Миссис Ковач тоже взглянула на Джонни, и ее большие светлые глаза — сейчас могло показаться, что они даже как будто светятся, — прошлись по телу Джонни: мускулистые руки и ноги, загорелая шея… Она провела языком по губам.
— Дома, там… — со вздохом сказала она по-венгерски.
— Эва… — мягко остерег ее мистер Ковач.
— Ах, imadot[4] Ференц, я просто думаю. Но ты только взгляни на него…

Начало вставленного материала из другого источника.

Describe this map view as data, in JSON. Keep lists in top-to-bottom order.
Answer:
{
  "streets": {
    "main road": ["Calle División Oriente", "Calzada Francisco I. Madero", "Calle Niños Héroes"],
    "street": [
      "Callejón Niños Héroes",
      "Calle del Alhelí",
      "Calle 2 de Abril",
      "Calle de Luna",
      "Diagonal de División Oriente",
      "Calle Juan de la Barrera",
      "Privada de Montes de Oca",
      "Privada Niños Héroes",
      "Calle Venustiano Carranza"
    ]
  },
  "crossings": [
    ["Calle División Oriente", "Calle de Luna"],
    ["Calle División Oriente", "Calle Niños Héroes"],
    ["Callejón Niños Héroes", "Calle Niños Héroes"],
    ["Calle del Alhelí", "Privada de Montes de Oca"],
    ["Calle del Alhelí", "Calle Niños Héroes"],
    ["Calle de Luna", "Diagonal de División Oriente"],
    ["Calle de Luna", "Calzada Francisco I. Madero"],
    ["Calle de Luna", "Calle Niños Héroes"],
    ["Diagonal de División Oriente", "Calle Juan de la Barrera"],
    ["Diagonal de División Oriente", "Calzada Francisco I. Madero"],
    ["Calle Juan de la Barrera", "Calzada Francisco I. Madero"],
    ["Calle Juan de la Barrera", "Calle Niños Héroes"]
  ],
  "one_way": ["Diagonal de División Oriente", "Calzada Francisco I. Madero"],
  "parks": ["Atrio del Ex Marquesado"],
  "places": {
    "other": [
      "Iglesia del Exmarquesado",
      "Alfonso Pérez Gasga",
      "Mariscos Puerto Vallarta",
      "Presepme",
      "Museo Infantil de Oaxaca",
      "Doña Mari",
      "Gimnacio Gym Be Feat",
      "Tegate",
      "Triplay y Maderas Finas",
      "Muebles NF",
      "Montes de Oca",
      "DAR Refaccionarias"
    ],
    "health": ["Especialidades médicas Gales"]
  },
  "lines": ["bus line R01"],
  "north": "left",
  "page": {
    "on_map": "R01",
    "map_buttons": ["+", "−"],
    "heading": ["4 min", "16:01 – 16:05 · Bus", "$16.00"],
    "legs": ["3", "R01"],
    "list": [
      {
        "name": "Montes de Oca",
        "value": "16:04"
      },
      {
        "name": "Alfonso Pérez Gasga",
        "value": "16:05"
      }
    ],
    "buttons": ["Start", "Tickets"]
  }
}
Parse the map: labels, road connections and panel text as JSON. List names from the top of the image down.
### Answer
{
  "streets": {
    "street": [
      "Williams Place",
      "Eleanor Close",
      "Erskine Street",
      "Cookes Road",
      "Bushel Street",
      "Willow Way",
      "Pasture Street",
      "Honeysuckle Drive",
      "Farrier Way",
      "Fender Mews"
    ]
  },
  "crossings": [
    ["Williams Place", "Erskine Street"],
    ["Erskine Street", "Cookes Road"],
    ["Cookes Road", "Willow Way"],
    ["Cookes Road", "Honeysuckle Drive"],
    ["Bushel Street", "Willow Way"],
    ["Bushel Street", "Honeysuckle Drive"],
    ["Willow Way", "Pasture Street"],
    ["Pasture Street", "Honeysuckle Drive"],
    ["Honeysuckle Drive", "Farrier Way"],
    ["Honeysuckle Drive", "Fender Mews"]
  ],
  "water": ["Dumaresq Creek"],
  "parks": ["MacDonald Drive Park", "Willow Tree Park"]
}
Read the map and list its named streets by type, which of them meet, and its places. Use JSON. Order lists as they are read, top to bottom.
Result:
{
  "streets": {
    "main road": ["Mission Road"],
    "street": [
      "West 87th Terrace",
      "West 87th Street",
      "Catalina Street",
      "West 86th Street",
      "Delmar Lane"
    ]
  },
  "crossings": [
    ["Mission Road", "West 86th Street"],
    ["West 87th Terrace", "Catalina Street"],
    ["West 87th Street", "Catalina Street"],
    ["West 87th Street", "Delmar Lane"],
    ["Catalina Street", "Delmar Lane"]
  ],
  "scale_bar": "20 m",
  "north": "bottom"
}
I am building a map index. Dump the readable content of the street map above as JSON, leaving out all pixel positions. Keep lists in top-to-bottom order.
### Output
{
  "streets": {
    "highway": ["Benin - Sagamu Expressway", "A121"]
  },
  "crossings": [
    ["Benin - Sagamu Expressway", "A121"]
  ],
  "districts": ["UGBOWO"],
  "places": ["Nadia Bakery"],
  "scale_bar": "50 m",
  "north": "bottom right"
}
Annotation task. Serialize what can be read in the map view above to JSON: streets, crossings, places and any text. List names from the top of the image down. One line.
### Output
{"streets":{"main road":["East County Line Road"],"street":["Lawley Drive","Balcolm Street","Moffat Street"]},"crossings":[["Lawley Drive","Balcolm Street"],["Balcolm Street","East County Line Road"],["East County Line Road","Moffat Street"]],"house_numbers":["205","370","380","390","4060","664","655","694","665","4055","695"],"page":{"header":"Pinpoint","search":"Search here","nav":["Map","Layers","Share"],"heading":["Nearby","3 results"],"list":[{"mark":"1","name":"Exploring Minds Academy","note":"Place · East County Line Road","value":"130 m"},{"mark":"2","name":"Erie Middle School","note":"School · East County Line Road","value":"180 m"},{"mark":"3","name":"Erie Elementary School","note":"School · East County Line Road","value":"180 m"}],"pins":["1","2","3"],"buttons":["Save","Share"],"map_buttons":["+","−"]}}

Мистер Ковач, глядя на выражение ее лица, понимающе улыбнулся.
— Ш-ш!.. Полно, Эва. Мы оставили все это дома… лучше даже не думать.
— Sajnos[5]… — Миссис Ковач тоже взяла маленький ломтик мяса. И зубы ее оказались не менее острыми и длинными, чем зубы ее мужа. Она вновь вздохнула. — Новая страна, новая жизнь… Я понимаю, милый.
— Ты несчастлива, Эва?
— Несчастлива!.. — Эва Ковач улыбнулась ему (поскольку нижняя губа скрыла острые края ее зубов, улыбка получилась очень милой). — Несчастлив мой желудок. Но сама я счастлива, что мы наконец в безопасности, Ференц.
Он взял ее руку и прижал к своему плечу.
— Старый Свет, старый дом, старая жизнь… мы больше не могли так жить, Эва. Нас знают. Пусть не тебя, не меня и не Белу — нас… всех нас… узнает любой ребенок, ибо любому даже самому маленькому ребенку известны наши приметы. А здесь — здесь нас не знают. В нас даже не верят. И мы должны сделать все, чтобы так оно оставалось и впредь — значит, мы должны навсегда распроститься с прошлым.
— То есть тебя Америка не разочаровала.
Он покачал массивной головой.
— Америка — лучше место во всех отношениях. Здесь нет даже сказок, которые намекали бы на нашу сущность. Политическая ситуация в стране стабильная. Условия жизни, возможности… Нет, мамочка, я всем здесь доволен… кроме… — Он положил на стол свои огромные руки с чисто выбритыми ладонями на стол и сжал их в кулаки. — Кроме разве как в эти дни месяца, когда Луна полностью открывает нам свое лицо…
— Да, — тихо сказала миссис Ковач. — Да.
— Но говядина, дорогая, все-таки не так уж плоха на вкус и во всяком случае куда лучше, чем серебряные пули.
Миссис Ковач бросила в рот остаток ломтика, прожевала, проглотила. Казалось, она внимательно следит за мясом, изучая его вкус и прочие свойства на всем его пути к желудку.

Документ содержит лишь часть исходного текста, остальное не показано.